ISBN 978-3-8439-5708-3

978-3-8439-5708-3, Reihe Thermodynamik

Hannes Mandler
Potentials and Limitations of the A Priori Data-Augmentation of Turbulence Closure Models

316 Seiten, Dissertation Universität Stuttgart (2025), Softcover, A5

Zusammenfassung / Abstract

The CFD simulations which are commonly used in engineering design processes are based on the RANS equations and accompanying turbulence closure models. Structural and parametric deficiencies of such closure models, however, often lead to inaccurate flow field predictions.

This thesis is concerned with the investigation of the extent to which replacing the closure coefficients of eddy viscosity models with functions of the local flow field, extracted from DNS data, can remedy their limitations. Specifically, the effects of such an a priori augmentation on the accuracy of the flow field predictions and the potential for developing more universal closures are assessed.

A two-step augmentation procedure is proposed. First, given the DNS data, inverting the closure model reveals the optimal spatial distribution of its coefficients for a particular application. This case-specific knowledge can then be generalized by regressing functions capable of predicting those optimal values based on quantities that describe the local flow field.

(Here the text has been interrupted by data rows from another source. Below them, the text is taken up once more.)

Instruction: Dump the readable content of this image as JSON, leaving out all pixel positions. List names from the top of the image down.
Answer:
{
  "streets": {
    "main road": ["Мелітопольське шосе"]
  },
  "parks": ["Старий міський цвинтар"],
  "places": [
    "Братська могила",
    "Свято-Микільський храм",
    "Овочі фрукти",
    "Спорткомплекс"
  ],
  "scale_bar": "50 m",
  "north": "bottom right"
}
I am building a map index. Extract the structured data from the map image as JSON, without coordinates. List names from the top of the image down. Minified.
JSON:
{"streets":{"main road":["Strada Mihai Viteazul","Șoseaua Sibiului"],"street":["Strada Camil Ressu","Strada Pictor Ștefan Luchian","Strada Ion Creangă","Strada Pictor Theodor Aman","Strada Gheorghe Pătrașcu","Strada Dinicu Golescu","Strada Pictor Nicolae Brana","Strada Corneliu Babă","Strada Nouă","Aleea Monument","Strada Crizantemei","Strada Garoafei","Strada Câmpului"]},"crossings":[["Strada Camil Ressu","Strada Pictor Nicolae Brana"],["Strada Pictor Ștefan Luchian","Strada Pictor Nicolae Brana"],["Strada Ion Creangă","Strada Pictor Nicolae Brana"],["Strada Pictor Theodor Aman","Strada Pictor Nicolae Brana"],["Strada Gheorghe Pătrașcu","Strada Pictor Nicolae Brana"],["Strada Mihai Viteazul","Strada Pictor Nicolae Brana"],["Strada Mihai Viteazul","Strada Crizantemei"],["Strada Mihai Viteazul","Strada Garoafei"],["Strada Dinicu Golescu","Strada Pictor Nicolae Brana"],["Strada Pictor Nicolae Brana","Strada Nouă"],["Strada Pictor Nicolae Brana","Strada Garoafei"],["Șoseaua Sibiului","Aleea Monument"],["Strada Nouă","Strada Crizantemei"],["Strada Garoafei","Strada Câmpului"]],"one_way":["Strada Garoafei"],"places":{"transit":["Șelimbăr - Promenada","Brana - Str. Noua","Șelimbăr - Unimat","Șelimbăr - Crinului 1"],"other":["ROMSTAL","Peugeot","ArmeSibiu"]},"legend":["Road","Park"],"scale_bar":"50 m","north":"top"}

For the training cases considered, the errors in the predicted velocity fields can be reduced by up to 65 %. Furthermore, it is demonstrated that the augmented models provide more accurate predictions than the baseline for a wide range of Reynolds numbers and geometrically different test cases. However, the augmentations often turn out to be harmful when applied to test cases that are characterized by different flow phenomena than the training case. Using multiple training cases at a time to cope with this loss of universality is found to be ineffective due to a trade-off between accurately fitting the training data and the a posteriori model stability. In conclusion, a priori data-augmentation is suitable for developing highly specialized models that achieve the desired accuracy gains for classes phenomenologically similar, not too complex flows.